DIRECTIONS →
Copy each line of the data exactly. Leave nothing out.

DATA RECORDS →
- - -

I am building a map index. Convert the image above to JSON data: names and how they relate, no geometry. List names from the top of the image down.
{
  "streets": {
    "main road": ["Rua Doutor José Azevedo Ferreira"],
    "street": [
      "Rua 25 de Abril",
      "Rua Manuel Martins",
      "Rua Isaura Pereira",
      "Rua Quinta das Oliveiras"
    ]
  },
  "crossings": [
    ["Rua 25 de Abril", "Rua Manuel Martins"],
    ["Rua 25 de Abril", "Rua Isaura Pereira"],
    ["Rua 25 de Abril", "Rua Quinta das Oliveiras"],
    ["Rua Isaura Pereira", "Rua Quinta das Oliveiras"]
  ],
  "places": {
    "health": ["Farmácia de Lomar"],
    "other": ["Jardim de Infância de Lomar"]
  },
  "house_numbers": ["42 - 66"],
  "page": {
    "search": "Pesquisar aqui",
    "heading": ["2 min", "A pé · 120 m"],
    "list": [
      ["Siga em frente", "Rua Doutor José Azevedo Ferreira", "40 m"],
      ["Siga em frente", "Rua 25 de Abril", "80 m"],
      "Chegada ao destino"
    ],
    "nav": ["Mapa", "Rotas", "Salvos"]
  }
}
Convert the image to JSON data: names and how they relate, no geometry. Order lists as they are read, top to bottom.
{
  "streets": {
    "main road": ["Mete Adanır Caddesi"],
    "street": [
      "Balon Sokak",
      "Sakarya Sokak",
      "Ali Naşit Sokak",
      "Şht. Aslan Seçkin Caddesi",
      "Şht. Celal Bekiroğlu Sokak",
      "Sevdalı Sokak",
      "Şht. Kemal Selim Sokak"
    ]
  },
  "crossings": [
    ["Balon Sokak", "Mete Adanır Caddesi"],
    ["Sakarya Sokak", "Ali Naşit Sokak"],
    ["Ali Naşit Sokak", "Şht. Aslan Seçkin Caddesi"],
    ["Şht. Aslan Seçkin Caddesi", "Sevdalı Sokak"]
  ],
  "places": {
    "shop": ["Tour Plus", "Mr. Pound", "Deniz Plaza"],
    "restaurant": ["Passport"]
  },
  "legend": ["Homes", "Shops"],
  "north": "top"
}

- - -

OUTPUT →
I am building a map index. Convert the image above to JSON data: names and how they relate, no geometry. List names from the top of the image down.
{
  "streets": {
    "main road": ["Rua Doutor José Azevedo Ferreira"],
    "street": [
      "Rua 25 de Abril",
      "Rua Manuel Martins",
      "Rua Isaura Pereira",
      "Rua Quinta das Oliveiras"
    ]
  },
  "crossings": [
    ["Rua 25 de Abril", "Rua Manuel Martins"],
    ["Rua 25 de Abril", "Rua Isaura Pereira"],
    ["Rua 25 de Abril", "Rua Quinta das Oliveiras"],
    ["Rua Isaura Pereira", "Rua Quinta das Oliveiras"]
  ],
  "places": {
    "health": ["Farmácia de Lomar"],
    "other": ["Jardim de Infância de Lomar"]
  },
  "house_numbers": ["42 - 66"],
  "page": {
    "search": "Pesquisar aqui",
    "heading": ["2 min", "A pé · 120 m"],
    "list": [
      ["Siga em frente", "Rua Doutor José Azevedo Ferreira", "40 m"],
      ["Siga em frente", "Rua 25 de Abril", "80 m"],
      "Chegada ao destino"
    ],
    "nav": ["Mapa", "Rotas", "Salvos"]
  }
}
Convert the image to JSON data: names and how they relate, no geometry. Order lists as they are read, top to bottom.
{
  "streets": {
    "main road": ["Mete Adanır Caddesi"],
    "street": [
      "Balon Sokak",
      "Sakarya Sokak",
      "Ali Naşit Sokak",
      "Şht. Aslan Seçkin Caddesi",
      "Şht. Celal Bekiroğlu Sokak",
      "Sevdalı Sokak",
      "Şht. Kemal Selim Sokak"
    ]
  },
  "crossings": [
    ["Balon Sokak", "Mete Adanır Caddesi"],
    ["Sakarya Sokak", "Ali Naşit Sokak"],
    ["Ali Naşit Sokak", "Şht. Aslan Seçkin Caddesi"],
    ["Şht. Aslan Seçkin Caddesi", "Sevdalı Sokak"]
  ],
  "places": {
    "shop": ["Tour Plus", "Mr. Pound", "Deniz Plaza"],
    "restaurant": ["Passport"]
  },
  "legend": ["Homes", "Shops"],
  "north": "top"
}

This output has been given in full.